> _Exercise brief_:
Scan the entries for the word "column". Every line that has it should be copied.

Records from a data source
· · · ·
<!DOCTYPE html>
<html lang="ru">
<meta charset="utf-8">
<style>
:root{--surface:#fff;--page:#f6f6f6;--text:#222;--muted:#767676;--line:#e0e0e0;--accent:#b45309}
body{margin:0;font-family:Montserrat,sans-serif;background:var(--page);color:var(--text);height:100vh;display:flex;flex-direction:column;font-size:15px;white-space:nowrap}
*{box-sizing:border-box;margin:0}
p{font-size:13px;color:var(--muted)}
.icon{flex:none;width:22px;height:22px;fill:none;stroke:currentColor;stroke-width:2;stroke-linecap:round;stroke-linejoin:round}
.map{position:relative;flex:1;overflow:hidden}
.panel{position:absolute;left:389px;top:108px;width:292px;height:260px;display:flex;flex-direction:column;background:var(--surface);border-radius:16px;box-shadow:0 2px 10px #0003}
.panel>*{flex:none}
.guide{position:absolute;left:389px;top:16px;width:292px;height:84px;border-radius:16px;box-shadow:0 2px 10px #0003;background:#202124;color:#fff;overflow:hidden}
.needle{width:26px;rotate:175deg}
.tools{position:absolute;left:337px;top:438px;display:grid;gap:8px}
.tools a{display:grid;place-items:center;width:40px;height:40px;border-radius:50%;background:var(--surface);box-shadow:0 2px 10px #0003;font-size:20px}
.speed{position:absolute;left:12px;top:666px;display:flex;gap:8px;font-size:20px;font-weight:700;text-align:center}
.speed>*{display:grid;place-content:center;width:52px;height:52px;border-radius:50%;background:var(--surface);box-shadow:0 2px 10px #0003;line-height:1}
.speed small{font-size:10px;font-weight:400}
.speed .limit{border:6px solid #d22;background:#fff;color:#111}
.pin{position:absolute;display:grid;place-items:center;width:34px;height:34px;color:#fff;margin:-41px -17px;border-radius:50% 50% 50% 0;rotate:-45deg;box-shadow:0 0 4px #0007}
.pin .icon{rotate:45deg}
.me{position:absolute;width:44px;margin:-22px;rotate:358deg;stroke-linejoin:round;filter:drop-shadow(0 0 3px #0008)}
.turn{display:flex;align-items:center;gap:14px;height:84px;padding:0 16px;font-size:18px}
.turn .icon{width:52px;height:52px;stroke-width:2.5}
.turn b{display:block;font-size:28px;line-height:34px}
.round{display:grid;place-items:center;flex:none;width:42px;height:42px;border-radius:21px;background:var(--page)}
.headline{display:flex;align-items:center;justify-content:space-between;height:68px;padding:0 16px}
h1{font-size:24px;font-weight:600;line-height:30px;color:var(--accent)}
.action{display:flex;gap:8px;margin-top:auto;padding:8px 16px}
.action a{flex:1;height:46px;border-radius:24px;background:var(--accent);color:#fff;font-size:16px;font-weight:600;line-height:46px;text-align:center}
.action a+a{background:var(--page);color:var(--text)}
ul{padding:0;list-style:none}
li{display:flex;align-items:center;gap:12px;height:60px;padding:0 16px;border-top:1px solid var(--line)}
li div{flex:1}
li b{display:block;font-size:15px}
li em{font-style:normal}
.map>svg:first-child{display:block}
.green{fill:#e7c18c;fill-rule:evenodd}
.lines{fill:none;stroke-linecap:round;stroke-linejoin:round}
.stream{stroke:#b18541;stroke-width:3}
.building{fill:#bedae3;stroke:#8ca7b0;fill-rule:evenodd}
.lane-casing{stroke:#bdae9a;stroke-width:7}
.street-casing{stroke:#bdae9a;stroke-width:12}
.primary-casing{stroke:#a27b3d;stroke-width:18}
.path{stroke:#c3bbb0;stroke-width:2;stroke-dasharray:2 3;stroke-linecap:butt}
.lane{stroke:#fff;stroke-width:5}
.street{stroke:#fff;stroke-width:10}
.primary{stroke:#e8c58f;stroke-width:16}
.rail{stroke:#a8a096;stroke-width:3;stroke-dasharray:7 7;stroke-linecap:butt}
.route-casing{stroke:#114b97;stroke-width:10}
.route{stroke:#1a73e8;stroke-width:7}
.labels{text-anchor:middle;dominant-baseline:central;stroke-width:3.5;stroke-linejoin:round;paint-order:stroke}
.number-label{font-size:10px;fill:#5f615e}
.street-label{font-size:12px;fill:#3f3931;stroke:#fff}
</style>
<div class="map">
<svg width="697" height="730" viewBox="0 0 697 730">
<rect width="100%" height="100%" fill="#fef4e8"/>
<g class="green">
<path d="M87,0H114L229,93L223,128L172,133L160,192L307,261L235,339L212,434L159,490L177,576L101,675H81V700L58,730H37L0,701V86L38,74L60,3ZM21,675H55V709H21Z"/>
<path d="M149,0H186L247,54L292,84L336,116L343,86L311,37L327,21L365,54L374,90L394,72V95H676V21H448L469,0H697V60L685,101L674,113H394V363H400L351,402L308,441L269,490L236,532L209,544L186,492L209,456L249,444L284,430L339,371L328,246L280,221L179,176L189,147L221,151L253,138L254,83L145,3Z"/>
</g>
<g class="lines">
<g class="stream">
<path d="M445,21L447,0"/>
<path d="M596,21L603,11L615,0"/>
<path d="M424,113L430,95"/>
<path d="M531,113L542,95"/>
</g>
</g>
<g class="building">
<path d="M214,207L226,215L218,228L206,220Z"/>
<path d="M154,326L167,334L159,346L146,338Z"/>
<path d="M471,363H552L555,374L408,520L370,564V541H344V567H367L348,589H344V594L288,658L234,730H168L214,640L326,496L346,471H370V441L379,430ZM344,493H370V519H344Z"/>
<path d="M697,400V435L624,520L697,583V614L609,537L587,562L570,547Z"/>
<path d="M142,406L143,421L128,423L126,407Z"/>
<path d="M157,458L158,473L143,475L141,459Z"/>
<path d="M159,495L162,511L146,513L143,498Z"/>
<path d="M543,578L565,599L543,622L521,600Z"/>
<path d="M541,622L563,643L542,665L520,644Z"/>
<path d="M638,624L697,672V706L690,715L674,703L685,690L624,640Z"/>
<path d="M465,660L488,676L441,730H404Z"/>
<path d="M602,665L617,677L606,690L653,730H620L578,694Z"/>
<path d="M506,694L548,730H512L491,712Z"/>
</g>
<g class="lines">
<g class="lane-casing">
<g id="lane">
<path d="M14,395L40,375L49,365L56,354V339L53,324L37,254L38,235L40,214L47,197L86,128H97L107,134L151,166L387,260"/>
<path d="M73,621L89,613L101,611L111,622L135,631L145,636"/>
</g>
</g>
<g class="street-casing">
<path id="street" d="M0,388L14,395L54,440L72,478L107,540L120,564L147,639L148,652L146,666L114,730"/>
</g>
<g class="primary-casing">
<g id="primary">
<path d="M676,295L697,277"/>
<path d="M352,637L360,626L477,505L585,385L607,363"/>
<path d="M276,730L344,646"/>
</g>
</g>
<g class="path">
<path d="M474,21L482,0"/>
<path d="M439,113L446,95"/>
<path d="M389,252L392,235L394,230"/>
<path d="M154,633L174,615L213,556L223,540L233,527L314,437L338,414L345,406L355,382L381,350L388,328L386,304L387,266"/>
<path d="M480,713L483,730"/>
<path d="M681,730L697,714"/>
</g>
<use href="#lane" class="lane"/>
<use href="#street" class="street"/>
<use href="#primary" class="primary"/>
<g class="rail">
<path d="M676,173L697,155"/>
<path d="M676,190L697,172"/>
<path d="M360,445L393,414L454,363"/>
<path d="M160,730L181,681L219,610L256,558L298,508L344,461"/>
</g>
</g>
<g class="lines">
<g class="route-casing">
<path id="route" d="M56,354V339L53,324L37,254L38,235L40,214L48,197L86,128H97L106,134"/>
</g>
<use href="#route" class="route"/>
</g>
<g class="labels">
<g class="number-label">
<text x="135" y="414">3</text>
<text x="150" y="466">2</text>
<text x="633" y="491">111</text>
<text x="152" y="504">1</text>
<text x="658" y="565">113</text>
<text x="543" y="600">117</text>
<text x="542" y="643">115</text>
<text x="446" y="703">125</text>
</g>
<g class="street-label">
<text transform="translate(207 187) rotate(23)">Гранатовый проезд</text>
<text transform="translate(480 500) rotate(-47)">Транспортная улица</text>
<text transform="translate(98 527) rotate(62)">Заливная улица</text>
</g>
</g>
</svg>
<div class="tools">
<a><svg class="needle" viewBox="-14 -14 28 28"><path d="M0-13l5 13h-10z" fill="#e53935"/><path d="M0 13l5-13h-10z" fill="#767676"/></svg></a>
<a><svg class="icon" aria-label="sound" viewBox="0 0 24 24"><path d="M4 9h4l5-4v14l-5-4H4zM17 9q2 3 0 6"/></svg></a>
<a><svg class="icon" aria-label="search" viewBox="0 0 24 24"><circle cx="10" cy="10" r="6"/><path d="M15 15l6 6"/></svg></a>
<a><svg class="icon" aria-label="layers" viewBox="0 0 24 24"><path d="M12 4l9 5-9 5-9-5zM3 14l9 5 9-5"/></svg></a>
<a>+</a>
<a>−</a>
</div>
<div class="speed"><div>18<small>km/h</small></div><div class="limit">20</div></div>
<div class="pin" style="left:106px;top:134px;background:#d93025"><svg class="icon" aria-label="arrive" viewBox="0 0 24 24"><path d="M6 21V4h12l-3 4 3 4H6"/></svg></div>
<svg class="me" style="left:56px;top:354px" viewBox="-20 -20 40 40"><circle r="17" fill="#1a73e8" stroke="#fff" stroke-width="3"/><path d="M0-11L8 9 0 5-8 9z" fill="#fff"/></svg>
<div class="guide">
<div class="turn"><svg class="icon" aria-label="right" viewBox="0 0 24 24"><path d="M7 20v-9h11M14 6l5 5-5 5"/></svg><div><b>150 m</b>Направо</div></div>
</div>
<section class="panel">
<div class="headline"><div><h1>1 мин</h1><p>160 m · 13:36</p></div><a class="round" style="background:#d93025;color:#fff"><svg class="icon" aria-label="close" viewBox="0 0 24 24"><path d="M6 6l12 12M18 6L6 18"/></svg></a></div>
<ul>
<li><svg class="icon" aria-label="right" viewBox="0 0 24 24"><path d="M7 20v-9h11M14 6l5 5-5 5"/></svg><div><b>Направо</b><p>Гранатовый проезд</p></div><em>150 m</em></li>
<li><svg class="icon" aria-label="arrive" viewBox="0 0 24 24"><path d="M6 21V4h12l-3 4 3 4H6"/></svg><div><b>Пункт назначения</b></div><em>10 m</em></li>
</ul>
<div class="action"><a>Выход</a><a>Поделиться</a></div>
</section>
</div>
· · · ·
> _Completed task_:
body{margin:0;font-family:Montserrat,sans-serif;background:var(--page);color:var(--text);height:100vh;display:flex;flex-direction:column;font-size:15px;white-space:nowrap}
.panel{position:absolute;left:389px;top:108px;width:292px;height:260px;display:flex;flex-direction:column;background:var(--surface);border-radius:16px;box-shadow:0 2px 10px #0003}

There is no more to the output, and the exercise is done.